Control of the company remains in Thai hands. Unlike in the case of Shin, which Temasek owns almost entirely, Temasek’s stake in Shin Satellite is only about 41 percent.

It would have been doubly problematic to take such a drastic step without just cause: Sondhi has yet to prove his allegation - rejected by the Singapore government - that Singapore is using the satellites to spy on Thailand.

“We are a business; we are not a spy,” Shin Satellite spokeswoman Tanyapas Chuaycho said last month.

Cancelling Shin Satellite’s concession agreement would have been a further blow to the junta’s image, which has taken a beating ever since the botched plan in December to introduce capital controls and penalise foreign investors who wanted to take their money out of Thailand within a year of purchase.

The market correctly understood Sondhi’s remarks - and the attendant talk to allow more competitors to knock down Shin Satellite’s monopoly status - as a gambit to buy back the Singapore investment company’s interest at a discount.

Thai Communications Minister Sitthichai Pookaiyaudom confirmed yesterday that his government had had an “unofficial talk” with Temasek in this regard. Temasek declined to comment.

At 7.7 baht a share, Shin Satellite stock is trading 9 percent higher than immediately after Sondhi’s remarks.

Buying back the stake in the satellite operator, if that is what is needed to cool the anger of the Thai public, might be a sensible move, politically. On the other hand, if it becomes the first step in the unravelling, piece by piece, of the entire 130 billion baht ($3.9 billion) Shin Corp. deal, ties between Thailand and Singapore may be further strained.

Relations between the two Southeast Asian nations have become frayed to a point where Thailand’s loss to Singapore in a recent soccer game became fodder for conspiracy theories involving satellites and eavesdropping.

“The joke going around the Thai team is that their game plan might have been `discovered’ by their opponents prior to the match,” said the Nation, an English-language newspaper published in Bangkok.

Who will buy Shin Satellite if Temasek does agree to sell? Investors wouldn’t mind if it’s a Thai company or a group of buyers. They wouldn’t want the new owner to be the state.

Governments, military or civilian, tend to fill up boards of directors with bureaucrats. That’s the last thing Shin Satellite needs as it tries to make a success out of Ipstar, the $405 million orbiter it launched in August 2005.

Ipstar is designed to offer high-speed wireless Internet services in remote locations. For more people to use this expensive technology, China and India must subsidise rural customers for their equipment costs, Credit Suisse analysts Colin Mccallum and Chate Benchavitvilai said this month.

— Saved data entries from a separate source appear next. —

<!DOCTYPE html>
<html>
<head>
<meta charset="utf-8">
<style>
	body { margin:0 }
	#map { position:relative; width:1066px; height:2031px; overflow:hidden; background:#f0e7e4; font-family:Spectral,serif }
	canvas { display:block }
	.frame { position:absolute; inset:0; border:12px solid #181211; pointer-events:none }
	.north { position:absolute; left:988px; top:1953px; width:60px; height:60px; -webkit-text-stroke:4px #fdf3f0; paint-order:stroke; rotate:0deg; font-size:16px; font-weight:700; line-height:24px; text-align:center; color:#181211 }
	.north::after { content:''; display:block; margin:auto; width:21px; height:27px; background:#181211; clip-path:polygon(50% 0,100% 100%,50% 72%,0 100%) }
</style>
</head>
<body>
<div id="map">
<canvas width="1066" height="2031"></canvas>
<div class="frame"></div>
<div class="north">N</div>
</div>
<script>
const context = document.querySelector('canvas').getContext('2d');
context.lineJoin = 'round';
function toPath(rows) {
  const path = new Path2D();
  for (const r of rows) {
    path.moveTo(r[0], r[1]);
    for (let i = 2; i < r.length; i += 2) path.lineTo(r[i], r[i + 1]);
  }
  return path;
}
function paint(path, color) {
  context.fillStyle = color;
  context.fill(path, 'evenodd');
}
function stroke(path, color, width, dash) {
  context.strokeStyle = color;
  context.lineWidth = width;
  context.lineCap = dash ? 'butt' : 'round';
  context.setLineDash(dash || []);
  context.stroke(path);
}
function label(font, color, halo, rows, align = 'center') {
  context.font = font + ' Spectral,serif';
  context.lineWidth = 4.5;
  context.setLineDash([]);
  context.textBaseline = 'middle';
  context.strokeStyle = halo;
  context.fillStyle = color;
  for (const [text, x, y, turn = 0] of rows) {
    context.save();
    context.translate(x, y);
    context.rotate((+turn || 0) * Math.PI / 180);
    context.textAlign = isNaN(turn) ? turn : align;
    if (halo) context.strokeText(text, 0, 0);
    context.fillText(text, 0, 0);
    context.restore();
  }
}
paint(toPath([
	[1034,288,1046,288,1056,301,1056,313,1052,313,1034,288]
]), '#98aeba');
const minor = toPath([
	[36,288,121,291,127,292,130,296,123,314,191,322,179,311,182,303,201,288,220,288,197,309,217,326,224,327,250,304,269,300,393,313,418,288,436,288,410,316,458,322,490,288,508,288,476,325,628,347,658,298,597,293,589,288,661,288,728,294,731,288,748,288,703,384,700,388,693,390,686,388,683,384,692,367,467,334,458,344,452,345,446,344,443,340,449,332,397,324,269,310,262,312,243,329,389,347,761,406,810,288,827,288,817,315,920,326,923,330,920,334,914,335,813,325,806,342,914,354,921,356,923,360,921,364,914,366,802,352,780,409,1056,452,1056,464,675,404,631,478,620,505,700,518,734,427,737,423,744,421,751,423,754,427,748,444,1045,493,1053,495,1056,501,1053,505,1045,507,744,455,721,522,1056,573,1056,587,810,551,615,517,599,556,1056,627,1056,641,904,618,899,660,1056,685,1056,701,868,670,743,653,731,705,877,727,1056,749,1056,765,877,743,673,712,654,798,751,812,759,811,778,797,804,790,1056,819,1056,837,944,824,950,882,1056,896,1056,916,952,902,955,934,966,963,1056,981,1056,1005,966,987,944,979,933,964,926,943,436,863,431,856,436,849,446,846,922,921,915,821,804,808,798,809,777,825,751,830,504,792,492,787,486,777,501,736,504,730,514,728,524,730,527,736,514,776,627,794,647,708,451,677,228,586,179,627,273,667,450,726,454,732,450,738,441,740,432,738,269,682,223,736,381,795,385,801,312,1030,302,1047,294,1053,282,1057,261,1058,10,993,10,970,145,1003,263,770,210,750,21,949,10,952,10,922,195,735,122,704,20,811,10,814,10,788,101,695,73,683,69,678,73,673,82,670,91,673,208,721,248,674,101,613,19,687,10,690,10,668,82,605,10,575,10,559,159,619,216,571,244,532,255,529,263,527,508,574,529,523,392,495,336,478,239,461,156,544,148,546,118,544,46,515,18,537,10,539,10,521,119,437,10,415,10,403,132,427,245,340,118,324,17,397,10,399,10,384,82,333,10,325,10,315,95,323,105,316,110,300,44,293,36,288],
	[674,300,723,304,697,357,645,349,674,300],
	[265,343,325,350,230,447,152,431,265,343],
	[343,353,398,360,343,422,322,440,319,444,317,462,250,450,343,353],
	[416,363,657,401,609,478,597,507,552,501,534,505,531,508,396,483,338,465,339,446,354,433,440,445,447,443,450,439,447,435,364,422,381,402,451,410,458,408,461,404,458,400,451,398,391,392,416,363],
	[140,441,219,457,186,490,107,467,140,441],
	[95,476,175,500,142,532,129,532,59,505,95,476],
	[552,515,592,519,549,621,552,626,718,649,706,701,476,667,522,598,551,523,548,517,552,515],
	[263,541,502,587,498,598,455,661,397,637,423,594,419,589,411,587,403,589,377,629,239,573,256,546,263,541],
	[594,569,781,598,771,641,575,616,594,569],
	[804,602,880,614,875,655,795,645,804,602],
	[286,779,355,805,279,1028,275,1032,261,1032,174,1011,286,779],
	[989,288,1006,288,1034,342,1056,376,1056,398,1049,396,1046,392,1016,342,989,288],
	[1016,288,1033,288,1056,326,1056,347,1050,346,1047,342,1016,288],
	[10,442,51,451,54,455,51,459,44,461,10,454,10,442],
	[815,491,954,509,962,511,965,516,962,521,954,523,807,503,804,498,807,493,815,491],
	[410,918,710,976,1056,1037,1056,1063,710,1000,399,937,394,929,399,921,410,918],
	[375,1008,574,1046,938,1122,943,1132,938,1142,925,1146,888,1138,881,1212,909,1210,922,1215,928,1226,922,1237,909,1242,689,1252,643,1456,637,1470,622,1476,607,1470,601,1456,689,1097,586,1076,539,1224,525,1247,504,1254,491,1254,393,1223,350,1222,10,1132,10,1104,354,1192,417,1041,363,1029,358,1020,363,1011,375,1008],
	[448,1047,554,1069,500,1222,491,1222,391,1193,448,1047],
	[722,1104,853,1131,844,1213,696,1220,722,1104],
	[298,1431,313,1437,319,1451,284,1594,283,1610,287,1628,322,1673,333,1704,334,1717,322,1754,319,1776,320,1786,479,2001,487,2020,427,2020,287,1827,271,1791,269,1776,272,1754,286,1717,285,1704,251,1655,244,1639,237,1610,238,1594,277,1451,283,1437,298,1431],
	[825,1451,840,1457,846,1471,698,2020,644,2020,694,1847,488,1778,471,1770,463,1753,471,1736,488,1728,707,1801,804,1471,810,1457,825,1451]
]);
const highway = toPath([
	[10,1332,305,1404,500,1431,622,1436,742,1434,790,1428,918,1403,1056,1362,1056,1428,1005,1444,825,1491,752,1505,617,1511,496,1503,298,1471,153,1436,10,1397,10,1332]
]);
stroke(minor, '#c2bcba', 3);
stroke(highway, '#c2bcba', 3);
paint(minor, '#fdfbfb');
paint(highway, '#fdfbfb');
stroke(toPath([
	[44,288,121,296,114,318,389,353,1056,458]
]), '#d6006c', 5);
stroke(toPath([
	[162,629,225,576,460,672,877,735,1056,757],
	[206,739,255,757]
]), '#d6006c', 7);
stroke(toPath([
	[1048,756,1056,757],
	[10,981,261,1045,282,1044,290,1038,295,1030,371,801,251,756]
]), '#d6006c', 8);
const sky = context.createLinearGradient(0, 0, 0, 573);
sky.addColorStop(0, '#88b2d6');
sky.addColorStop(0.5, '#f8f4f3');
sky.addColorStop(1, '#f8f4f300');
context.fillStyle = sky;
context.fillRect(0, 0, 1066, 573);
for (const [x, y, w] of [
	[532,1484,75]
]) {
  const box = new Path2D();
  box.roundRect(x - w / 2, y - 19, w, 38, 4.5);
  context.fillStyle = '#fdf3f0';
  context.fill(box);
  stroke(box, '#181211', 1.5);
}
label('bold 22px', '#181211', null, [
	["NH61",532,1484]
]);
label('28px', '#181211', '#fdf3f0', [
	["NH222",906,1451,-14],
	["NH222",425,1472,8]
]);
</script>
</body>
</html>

The analysts raised Shin Satellite to “outperform” from “neutral” after China International Trust & Investment Corp. and GE Capital Equity Investments Ltd. offered to take a similar company, Hong Kong-based Asia Satellite Telecommunications Holdings Ltd., private for HK$2.3 billion ($296 million).

Asia Satellite’s share price is 1.66 times book value, compared with 0.66 for Shin, which also offers phone services in the potentially fast-growing markets of Cambodia and Laos.

Someone’s going to make money out of this low-hanging Thai fruit. Sondhi doesn’t want it to be Temasek.

(Andy Mukherjee is a Bloomberg News columnist. The opinions expressed are his own.)